Entire classes of software with literally hundreds (ok, maybe not hundreds but a lot) of companies producing products have sprung up over the last few years, and is now beginning to consolidate into several large companies providing complete product lines to cover everything you could want, and dozens of medium to small sized companies with sometimes just one main product. Of this the anti-virus software vendors were one of the original groups of vendors to start writing add-on software to enhance the security (which was non-existent on Microsoft platforms at the time) available for ensuring software that you used was not malicious. This has lead to an "arm's race" (apologies for using this but it is a decent analogy) between virus software writers, and anti-virus vendors. Most anti-virus software packages started out as simple programs that checked the files against a known list of "bad" ones (i.e. via checksum and so forth), which lead to polymorphic viruses (that is the software would modify itself a little bit each time, thus defeating this detection technique). The anti-virus vendors then started scanning the actual binary code for the various pieces of code present in viruses, and heuristic packages that supposedly figure out what the software will do, and based on that can block it if it is considered malicious (if this worked properly though we wouldn't be needing anymore virus signature updates now would we?). Additionally things have gotten more complicated, with the integration of anti-virus software with such services as email, www and ftp. A small list of "new" problems with anti-virus software that have come out in the last few months:

That's all I could find from the last month or two of Bugtraq. Obviously the anti-virus vendors have a ways to go before their products can even be called remotely reliable. The last dozen or so viruses that spread via email have all left the anti-virus vendor community flat footed, the Melissa virus (which was relatively harmless) resulted in several large sites (Microsoft, Intel, etc.) shutting down the mail servers (and in some cases it overwhelmed mail servers causing them to be effectively shut down).
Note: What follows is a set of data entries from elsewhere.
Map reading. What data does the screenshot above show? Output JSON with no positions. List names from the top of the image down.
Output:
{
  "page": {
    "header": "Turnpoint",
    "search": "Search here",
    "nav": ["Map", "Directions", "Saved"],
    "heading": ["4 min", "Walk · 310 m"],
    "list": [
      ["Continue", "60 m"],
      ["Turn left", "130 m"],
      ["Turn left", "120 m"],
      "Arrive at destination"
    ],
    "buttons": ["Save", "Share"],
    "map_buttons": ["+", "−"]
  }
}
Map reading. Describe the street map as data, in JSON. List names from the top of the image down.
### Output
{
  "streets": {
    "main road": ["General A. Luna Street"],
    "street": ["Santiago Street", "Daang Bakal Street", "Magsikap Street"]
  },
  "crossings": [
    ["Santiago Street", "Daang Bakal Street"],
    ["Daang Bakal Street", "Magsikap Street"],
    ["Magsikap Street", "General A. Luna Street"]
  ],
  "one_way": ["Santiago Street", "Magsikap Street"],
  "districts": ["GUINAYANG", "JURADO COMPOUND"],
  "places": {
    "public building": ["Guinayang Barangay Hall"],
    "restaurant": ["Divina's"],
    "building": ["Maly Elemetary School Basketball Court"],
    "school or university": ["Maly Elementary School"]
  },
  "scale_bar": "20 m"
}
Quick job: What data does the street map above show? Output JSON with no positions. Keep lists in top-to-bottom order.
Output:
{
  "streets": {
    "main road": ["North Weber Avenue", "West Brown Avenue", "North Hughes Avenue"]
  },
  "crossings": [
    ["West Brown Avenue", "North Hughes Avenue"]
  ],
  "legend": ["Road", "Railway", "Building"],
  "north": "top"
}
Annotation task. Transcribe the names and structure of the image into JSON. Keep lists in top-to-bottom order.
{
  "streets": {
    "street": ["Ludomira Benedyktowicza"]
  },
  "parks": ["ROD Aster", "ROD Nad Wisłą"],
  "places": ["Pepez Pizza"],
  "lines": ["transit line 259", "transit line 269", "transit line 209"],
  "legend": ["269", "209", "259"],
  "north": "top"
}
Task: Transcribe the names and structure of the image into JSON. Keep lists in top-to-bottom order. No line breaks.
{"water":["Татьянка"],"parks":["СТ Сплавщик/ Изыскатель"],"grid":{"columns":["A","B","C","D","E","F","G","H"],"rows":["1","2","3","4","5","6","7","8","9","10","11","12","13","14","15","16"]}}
It is obvious that anti-virus vendors will always be playing catch-up with the virus writers, which wouldn't be such a problem if anti-virus software updates were released quickly and people installed them. This is however impossible. The life cycle of a virus looks something like:

  1. virus is written, tested, possibly deployed on a test network (computers are cheap now) and otherwise honed
  2. virus is released, possibly on a selected target (university campus, corporate network, etc.)
  3. virus (if "successful" in a biological sense) spreads like wildfire, possibly causing severe damage (such as wiping motherboard BIOS chips)
  4. someone notices the strange activity, takes whatever data is left over, and sends it to an anti-virus vendor - this is the first point at which people start taking corrective steps, the virus has already had time to spread
  5. the virus is analyzed, decompiled, and otherwise ripped apart, a signature is created
  6. typically the anti-virus vendor will share data with other competitors, they may or may not do this promptly
  7. the anti-virus vendors issue bulletins, make the update (if one exists yet) available
  8. some customers with support contracts and so on will be notified, some will have automated distribution systems for the update, resulting in a rapid deployment of the fix, most will not
  9. network and system administrators, home users, and so on possibly read the advisory or hear about the virus on CNN, they get the update (which can be near impossible during peak times) and install it

During steps 2, 3, 4, 5, and up till 6 the virus will spread unchecked. Once an update is created and distributed the virus will only spread to systems without protection (a good sized percentage). The amount of effort it takes to install software on millions of computers is horrendous, even when heavily automated, compared to the amount of effort a virus author spends, the ROI (return on investment) can be significant.